→ What the task asks
Copy out every record precisely.

■ ■ ■ ■ ■ ■ ■

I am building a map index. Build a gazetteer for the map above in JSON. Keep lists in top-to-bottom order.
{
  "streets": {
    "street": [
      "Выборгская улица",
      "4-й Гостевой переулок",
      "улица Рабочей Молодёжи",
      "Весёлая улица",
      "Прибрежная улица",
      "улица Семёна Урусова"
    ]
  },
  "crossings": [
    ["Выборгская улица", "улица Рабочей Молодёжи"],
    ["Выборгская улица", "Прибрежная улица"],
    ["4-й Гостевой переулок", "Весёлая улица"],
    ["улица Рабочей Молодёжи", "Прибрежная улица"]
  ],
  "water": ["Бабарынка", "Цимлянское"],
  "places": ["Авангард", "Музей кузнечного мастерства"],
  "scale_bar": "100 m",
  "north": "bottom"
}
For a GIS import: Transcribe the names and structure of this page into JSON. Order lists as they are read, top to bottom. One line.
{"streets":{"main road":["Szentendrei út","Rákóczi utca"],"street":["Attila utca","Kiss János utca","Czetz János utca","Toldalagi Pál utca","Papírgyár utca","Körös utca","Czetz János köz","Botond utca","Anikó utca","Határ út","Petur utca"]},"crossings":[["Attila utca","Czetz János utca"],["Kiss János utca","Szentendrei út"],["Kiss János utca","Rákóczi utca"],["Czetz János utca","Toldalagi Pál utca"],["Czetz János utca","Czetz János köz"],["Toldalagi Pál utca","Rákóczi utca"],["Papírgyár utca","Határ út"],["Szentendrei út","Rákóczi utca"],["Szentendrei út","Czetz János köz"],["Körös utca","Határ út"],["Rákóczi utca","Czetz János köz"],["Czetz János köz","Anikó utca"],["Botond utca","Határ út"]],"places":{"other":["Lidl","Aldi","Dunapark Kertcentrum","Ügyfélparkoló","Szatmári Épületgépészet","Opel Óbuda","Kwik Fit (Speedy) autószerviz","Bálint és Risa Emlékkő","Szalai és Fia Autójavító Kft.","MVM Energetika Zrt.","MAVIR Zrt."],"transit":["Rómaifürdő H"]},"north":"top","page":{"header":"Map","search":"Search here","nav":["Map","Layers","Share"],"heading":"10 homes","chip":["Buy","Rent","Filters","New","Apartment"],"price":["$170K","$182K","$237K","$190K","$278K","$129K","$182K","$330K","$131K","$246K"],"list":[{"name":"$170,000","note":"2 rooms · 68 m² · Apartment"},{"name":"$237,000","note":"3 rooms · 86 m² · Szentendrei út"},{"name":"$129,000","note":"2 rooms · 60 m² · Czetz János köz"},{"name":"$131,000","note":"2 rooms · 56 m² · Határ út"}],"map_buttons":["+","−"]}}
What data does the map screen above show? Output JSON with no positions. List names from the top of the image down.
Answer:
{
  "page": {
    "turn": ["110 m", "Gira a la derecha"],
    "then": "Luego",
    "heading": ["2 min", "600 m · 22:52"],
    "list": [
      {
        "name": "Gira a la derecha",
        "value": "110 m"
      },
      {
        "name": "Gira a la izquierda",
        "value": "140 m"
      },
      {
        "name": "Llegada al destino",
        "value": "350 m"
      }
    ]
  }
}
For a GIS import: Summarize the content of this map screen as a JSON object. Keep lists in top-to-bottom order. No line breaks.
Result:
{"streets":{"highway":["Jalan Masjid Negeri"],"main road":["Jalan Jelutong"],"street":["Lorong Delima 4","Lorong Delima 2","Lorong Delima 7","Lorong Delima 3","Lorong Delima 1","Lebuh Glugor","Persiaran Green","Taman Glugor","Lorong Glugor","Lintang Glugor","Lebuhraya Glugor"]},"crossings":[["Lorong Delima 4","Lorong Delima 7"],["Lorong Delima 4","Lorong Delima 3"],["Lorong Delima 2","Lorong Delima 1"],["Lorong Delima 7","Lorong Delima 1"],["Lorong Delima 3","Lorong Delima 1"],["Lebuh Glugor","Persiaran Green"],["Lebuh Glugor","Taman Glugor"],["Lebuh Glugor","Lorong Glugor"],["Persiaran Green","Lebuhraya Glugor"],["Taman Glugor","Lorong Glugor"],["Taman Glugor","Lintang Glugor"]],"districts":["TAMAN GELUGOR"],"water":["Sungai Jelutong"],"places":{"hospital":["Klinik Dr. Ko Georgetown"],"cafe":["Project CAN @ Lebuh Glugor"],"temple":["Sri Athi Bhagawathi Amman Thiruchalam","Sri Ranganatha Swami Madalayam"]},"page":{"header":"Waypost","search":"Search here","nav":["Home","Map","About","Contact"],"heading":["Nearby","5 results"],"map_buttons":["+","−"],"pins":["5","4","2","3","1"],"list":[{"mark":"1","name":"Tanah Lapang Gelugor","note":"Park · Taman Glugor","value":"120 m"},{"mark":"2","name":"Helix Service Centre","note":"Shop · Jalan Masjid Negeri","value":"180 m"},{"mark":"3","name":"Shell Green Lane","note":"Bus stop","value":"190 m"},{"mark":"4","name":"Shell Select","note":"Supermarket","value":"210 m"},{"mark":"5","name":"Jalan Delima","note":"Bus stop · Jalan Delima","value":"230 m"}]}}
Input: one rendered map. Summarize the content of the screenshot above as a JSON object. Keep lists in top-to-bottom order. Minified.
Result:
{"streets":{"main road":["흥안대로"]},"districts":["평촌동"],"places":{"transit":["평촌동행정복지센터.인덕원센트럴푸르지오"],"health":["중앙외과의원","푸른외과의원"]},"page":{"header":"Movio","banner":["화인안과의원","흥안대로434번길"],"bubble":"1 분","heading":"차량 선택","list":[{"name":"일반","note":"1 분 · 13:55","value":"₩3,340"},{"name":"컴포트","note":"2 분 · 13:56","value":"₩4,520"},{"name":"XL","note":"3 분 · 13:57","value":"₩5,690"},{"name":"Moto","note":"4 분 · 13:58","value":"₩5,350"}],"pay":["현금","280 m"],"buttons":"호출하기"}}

■ ■ ■ ■ ■ ■ ■

→ Task result
I am building a map index. Build a gazetteer for the map above in JSON. Keep lists in top-to-bottom order.
{
  "streets": {
    "street": [
      "Выборгская улица",
      "4-й Гостевой переулок",
      "улица Рабочей Молодёжи",
      "Весёлая улица",
      "Прибрежная улица",
      "улица Семёна Урусова"
    ]
  },
  "crossings": [
    ["Выборгская улица", "улица Рабочей Молодёжи"],
    ["Выборгская улица", "Прибрежная улица"],
    ["4-й Гостевой переулок", "Весёлая улица"],
    ["улица Рабочей Молодёжи", "Прибрежная улица"]
  ],
  "water": ["Бабарынка", "Цимлянское"],
  "places": ["Авангард", "Музей кузнечного мастерства"],
  "scale_bar": "100 m",
  "north": "bottom"
}
For a GIS import: Transcribe the names and structure of this page into JSON. Order lists as they are read, top to bottom. One line.
{"streets":{"main road":["Szentendrei út","Rákóczi utca"],"street":["Attila utca","Kiss János utca","Czetz János utca","Toldalagi Pál utca","Papírgyár utca","Körös utca","Czetz János köz","Botond utca","Anikó utca","Határ út","Petur utca"]},"crossings":[["Attila utca","Czetz János utca"],["Kiss János utca","Szentendrei út"],["Kiss János utca","Rákóczi utca"],["Czetz János utca","Toldalagi Pál utca"],["Czetz János utca","Czetz János köz"],["Toldalagi Pál utca","Rákóczi utca"],["Papírgyár utca","Határ út"],["Szentendrei út","Rákóczi utca"],["Szentendrei út","Czetz János köz"],["Körös utca","Határ út"],["Rákóczi utca","Czetz János köz"],["Czetz János köz","Anikó utca"],["Botond utca","Határ út"]],"places":{"other":["Lidl","Aldi","Dunapark Kertcentrum","Ügyfélparkoló","Szatmári Épületgépészet","Opel Óbuda","Kwik Fit (Speedy) autószerviz","Bálint és Risa Emlékkő","Szalai és Fia Autójavító Kft.","MVM Energetika Zrt.","MAVIR Zrt."],"transit":["Rómaifürdő H"]},"north":"top","page":{"header":"Map","search":"Search here","nav":["Map","Layers","Share"],"heading":"10 homes","chip":["Buy","Rent","Filters","New","Apartment"],"price":["$170K","$182K","$237K","$190K","$278K","$129K","$182K","$330K","$131K","$246K"],"list":[{"name":"$170,000","note":"2 rooms · 68 m² · Apartment"},{"name":"$237,000","note":"3 rooms · 86 m² · Szentendrei út"},{"name":"$129,000","note":"2 rooms · 60 m² · Czetz János köz"},{"name":"$131,000","note":"2 rooms · 56 m² · Határ út"}],"map_buttons":["+","−"]}}
What data does the map screen above show? Output JSON with no positions. List names from the top of the image down.
Answer:
{
  "page": {
    "turn": ["110 m", "Gira a la derecha"],
    "then": "Luego",
    "heading": ["2 min", "600 m · 22:52"],
    "list": [
      {
        "name": "Gira a la derecha",
        "value": "110 m"
      },
      {
        "name": "Gira a la izquierda",
        "value": "140 m"
      },
      {
        "name": "Llegada al destino",
        "value": "350 m"
      }
    ]
  }
}
For a GIS import: Summarize the content of this map screen as a JSON object. Keep lists in top-to-bottom order. No line breaks.
Result:
{"streets":{"highway":["Jalan Masjid Negeri"],"main road":["Jalan Jelutong"],"street":["Lorong Delima 4","Lorong Delima 2","Lorong Delima 7","Lorong Delima 3","Lorong Delima 1","Lebuh Glugor","Persiaran Green","Taman Glugor","Lorong Glugor","Lintang Glugor","Lebuhraya Glugor"]},"crossings":[["Lorong Delima 4","Lorong Delima 7"],["Lorong Delima 4","Lorong Delima 3"],["Lorong Delima 2","Lorong Delima 1"],["Lorong Delima 7","Lorong Delima 1"],["Lorong Delima 3","Lorong Delima 1"],["Lebuh Glugor","Persiaran Green"],["Lebuh Glugor","Taman Glugor"],["Lebuh Glugor","Lorong Glugor"],["Persiaran Green","Lebuhraya Glugor"],["Taman Glugor","Lorong Glugor"],["Taman Glugor","Lintang Glugor"]],"districts":["TAMAN GELUGOR"],"water":["Sungai Jelutong"],"places":{"hospital":["Klinik Dr. Ko Georgetown"],"cafe":["Project CAN @ Lebuh Glugor"],"temple":["Sri Athi Bhagawathi Amman Thiruchalam","Sri Ranganatha Swami Madalayam"]},"page":{"header":"Waypost","search":"Search here","nav":["Home","Map","About","Contact"],"heading":["Nearby","5 results"],"map_buttons":["+","−"],"pins":["5","4","2","3","1"],"list":[{"mark":"1","name":"Tanah Lapang Gelugor","note":"Park · Taman Glugor","value":"120 m"},{"mark":"2","name":"Helix Service Centre","note":"Shop · Jalan Masjid Negeri","value":"180 m"},{"mark":"3","name":"Shell Green Lane","note":"Bus stop","value":"190 m"},{"mark":"4","name":"Shell Select","note":"Supermarket","value":"210 m"},{"mark":"5","name":"Jalan Delima","note":"Bus stop · Jalan Delima","value":"230 m"}]}}
Input: one rendered map. Summarize the content of the screenshot above as a JSON object. Keep lists in top-to-bottom order. Minified.
Result:
{"streets":{"main road":["흥안대로"]},"districts":["평촌동"],"places":{"transit":["평촌동행정복지센터.인덕원센트럴푸르지오"],"health":["중앙외과의원","푸른외과의원"]},"page":{"header":"Movio","banner":["화인안과의원","흥안대로434번길"],"bubble":"1 분","heading":"차량 선택","list":[{"name":"일반","note":"1 분 · 13:55","value":"₩3,340"},{"name":"컴포트","note":"2 분 · 13:56","value":"₩4,520"},{"name":"XL","note":"3 분 · 13:57","value":"₩5,690"},{"name":"Moto","note":"4 분 · 13:58","value":"₩5,350"}],"pay":["현금","280 m"],"buttons":"호출하기"}}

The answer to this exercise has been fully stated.